- [Work order] Read through the data, and wherever a line holds the word "Поликлинике", write that line out.

Records contained in a dataset
==============================
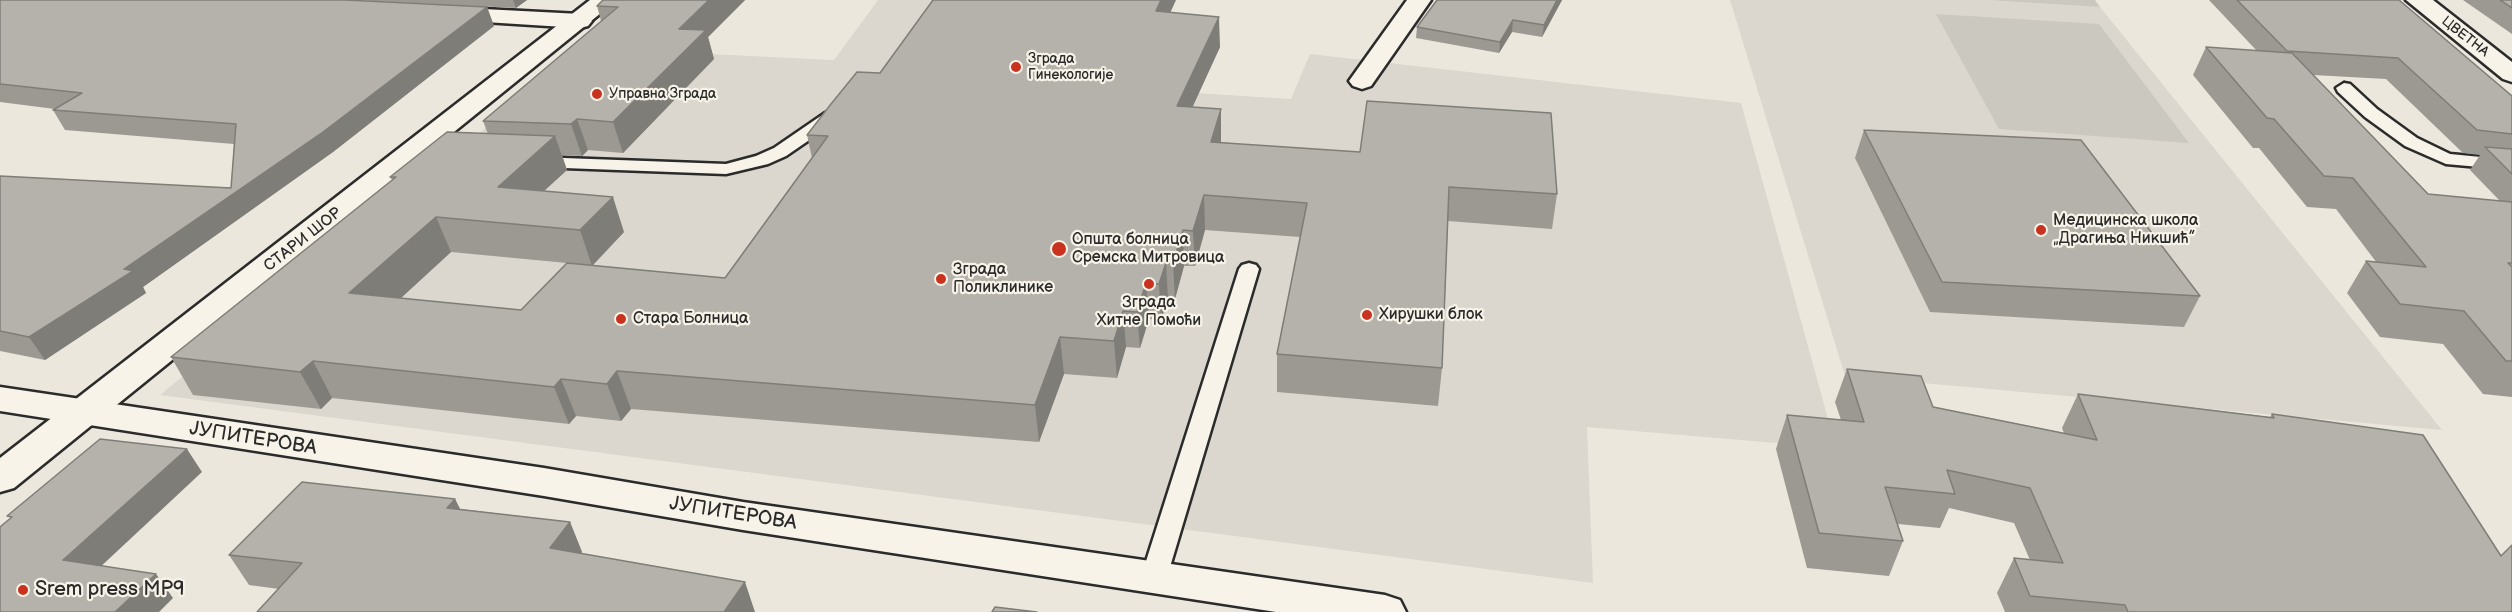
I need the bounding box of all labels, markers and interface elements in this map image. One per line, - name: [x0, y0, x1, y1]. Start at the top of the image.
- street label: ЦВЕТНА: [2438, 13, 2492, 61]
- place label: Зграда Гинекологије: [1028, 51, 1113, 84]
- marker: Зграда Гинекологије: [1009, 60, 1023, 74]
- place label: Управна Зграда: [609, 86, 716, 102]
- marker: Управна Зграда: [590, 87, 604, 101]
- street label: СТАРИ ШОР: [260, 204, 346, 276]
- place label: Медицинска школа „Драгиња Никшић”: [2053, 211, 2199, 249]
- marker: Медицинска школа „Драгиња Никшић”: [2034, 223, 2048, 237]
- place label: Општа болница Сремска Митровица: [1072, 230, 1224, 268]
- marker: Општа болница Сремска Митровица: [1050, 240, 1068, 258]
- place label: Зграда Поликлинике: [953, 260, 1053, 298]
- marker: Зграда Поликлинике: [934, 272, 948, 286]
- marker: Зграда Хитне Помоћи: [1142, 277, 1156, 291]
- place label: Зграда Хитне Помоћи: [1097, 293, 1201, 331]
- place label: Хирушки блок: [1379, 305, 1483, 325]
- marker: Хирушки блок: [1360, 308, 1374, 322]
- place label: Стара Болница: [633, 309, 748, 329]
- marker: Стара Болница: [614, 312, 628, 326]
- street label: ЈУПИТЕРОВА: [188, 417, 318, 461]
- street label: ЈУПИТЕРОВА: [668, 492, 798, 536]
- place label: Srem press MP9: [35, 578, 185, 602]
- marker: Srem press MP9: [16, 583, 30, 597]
==============================
- [Written solution]
- place label: Зграда Поликлинике: [953, 260, 1053, 298]
- marker: Зграда Поликлинике: [934, 272, 948, 286]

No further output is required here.